* **TASK TO CARRY OUT**: Pictures don't belong in the copy; print all the records exactly.

═══ RECORDED DATA

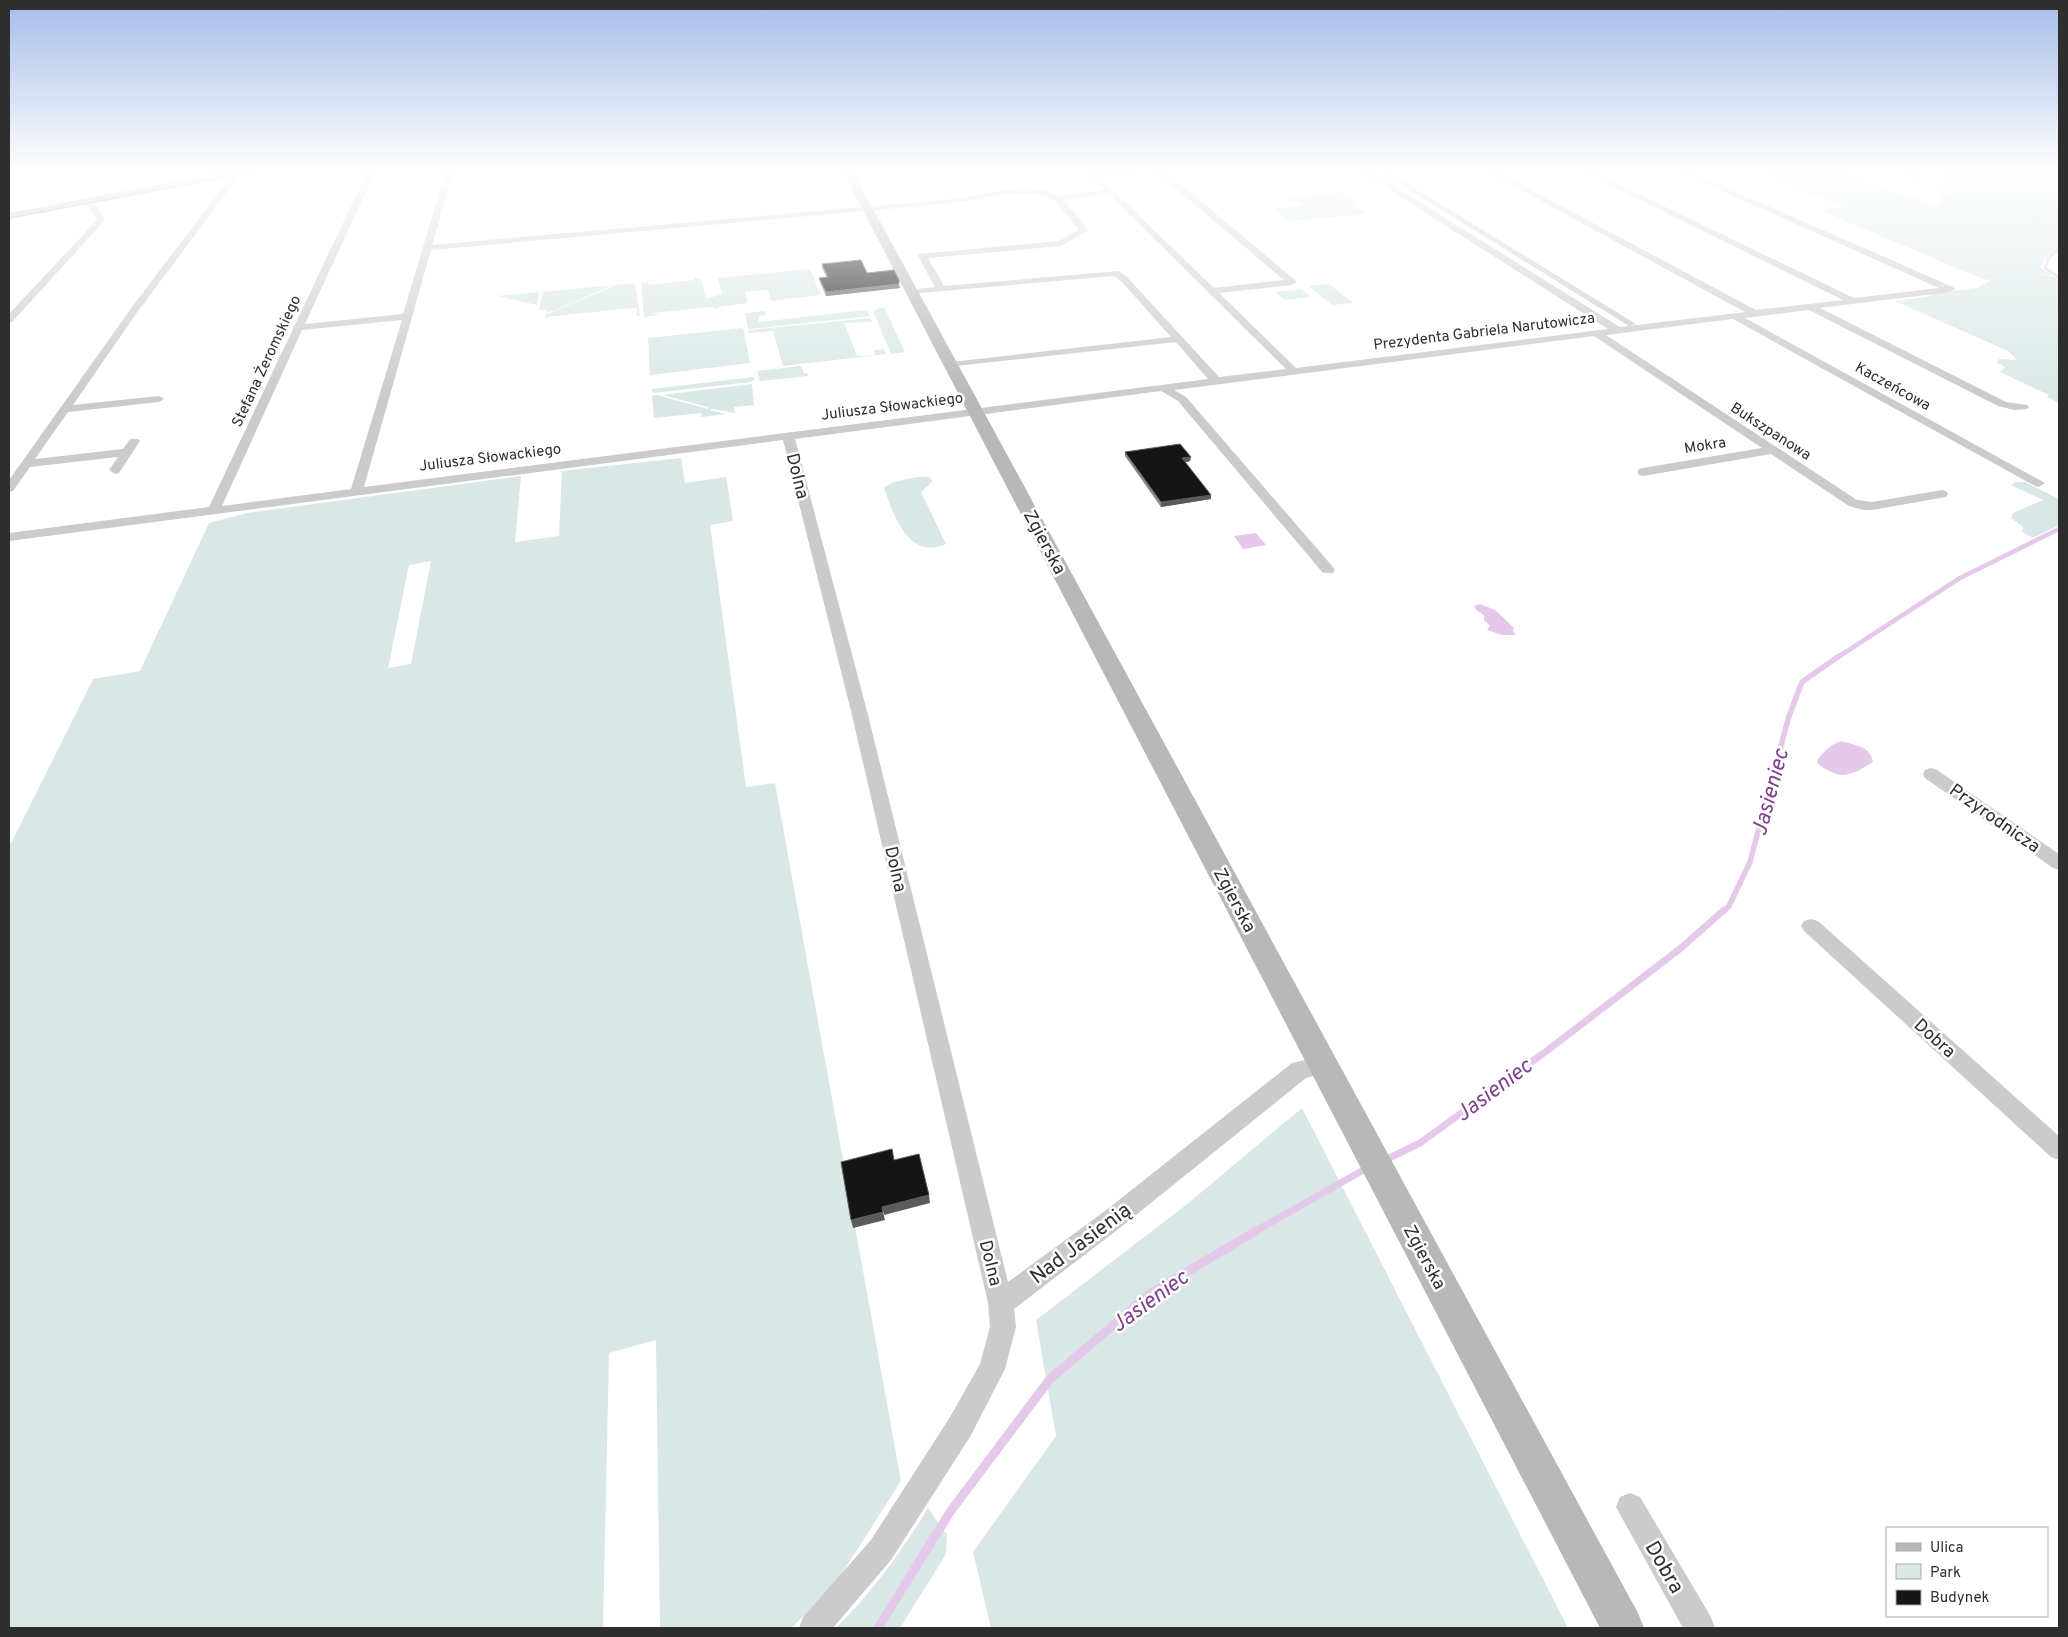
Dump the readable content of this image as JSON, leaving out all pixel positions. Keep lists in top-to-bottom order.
{
  "streets": {
    "main road": ["Zgierska"],
    "street": [
      "Prezydenta Gabriela Narutowicza",
      "Stefana Żeromskiego",
      "Kaczeńcowa",
      "Juliusza Słowackiego",
      "Bukszpanowa",
      "Mokra",
      "Dolna",
      "Przyrodnicza",
      "Dobra",
      "Nad Jasienią"
    ]
  },
  "crossings": [
    ["Prezydenta Gabriela Narutowicza", "Kaczeńcowa"],
    ["Prezydenta Gabriela Narutowicza", "Juliusza Słowackiego"],
    ["Prezydenta Gabriela Narutowicza", "Bukszpanowa"],
    ["Prezydenta Gabriela Narutowicza", "Zgierska"],
    ["Stefana Żeromskiego", "Juliusza Słowackiego"],
    ["Juliusza Słowackiego", "Dolna"],
    ["Juliusza Słowackiego", "Zgierska"],
    ["Bukszpanowa", "Mokra"],
    ["Dolna", "Nad Jasienią"],
    ["Zgierska", "Nad Jasienią"]
  ],
  "water": ["Jasieniec"],
  "legend": ["Ulica", "Park", "Budynek"]
}
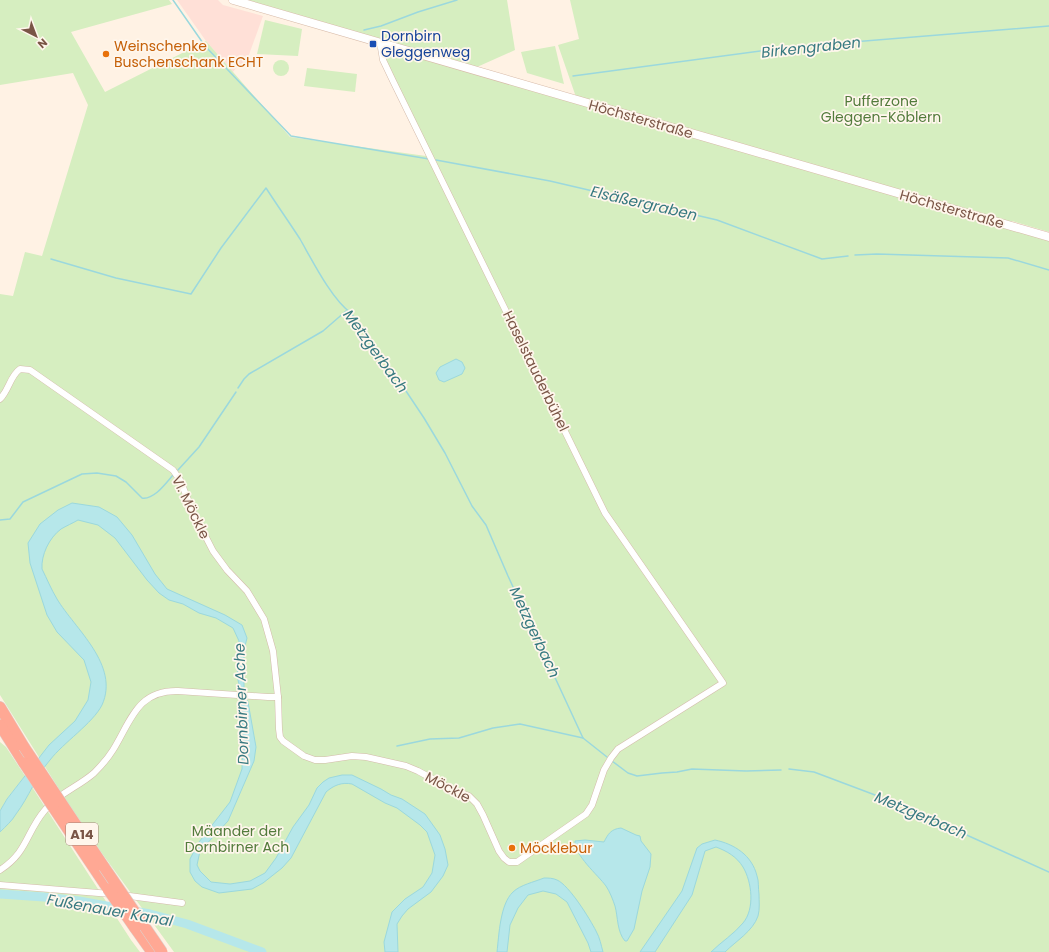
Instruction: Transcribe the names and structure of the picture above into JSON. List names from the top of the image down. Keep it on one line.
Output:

══════

* **TASK RESULT**:
Dump the readable content of this image as JSON, leaving out all pixel positions. Keep lists in top-to-bottom order.
{
  "streets": {
    "main road": ["Zgierska"],
    "street": [
      "Prezydenta Gabriela Narutowicza",
      "Stefana Żeromskiego",
      "Kaczeńcowa",
      "Juliusza Słowackiego",
      "Bukszpanowa",
      "Mokra",
      "Dolna",
      "Przyrodnicza",
      "Dobra",
      "Nad Jasienią"
    ]
  },
  "crossings": [
    ["Prezydenta Gabriela Narutowicza", "Kaczeńcowa"],
    ["Prezydenta Gabriela Narutowicza", "Juliusza Słowackiego"],
    ["Prezydenta Gabriela Narutowicza", "Bukszpanowa"],
    ["Prezydenta Gabriela Narutowicza", "Zgierska"],
    ["Stefana Żeromskiego", "Juliusza Słowackiego"],
    ["Juliusza Słowackiego", "Dolna"],
    ["Juliusza Słowackiego", "Zgierska"],
    ["Bukszpanowa", "Mokra"],
    ["Dolna", "Nad Jasienią"],
    ["Zgierska", "Nad Jasienią"]
  ],
  "water": ["Jasieniec"],
  "legend": ["Ulica", "Park", "Budynek"]
}
Instruction: Transcribe the names and structure of the picture above into JSON. List names from the top of the image down. Keep it on one line.
Output:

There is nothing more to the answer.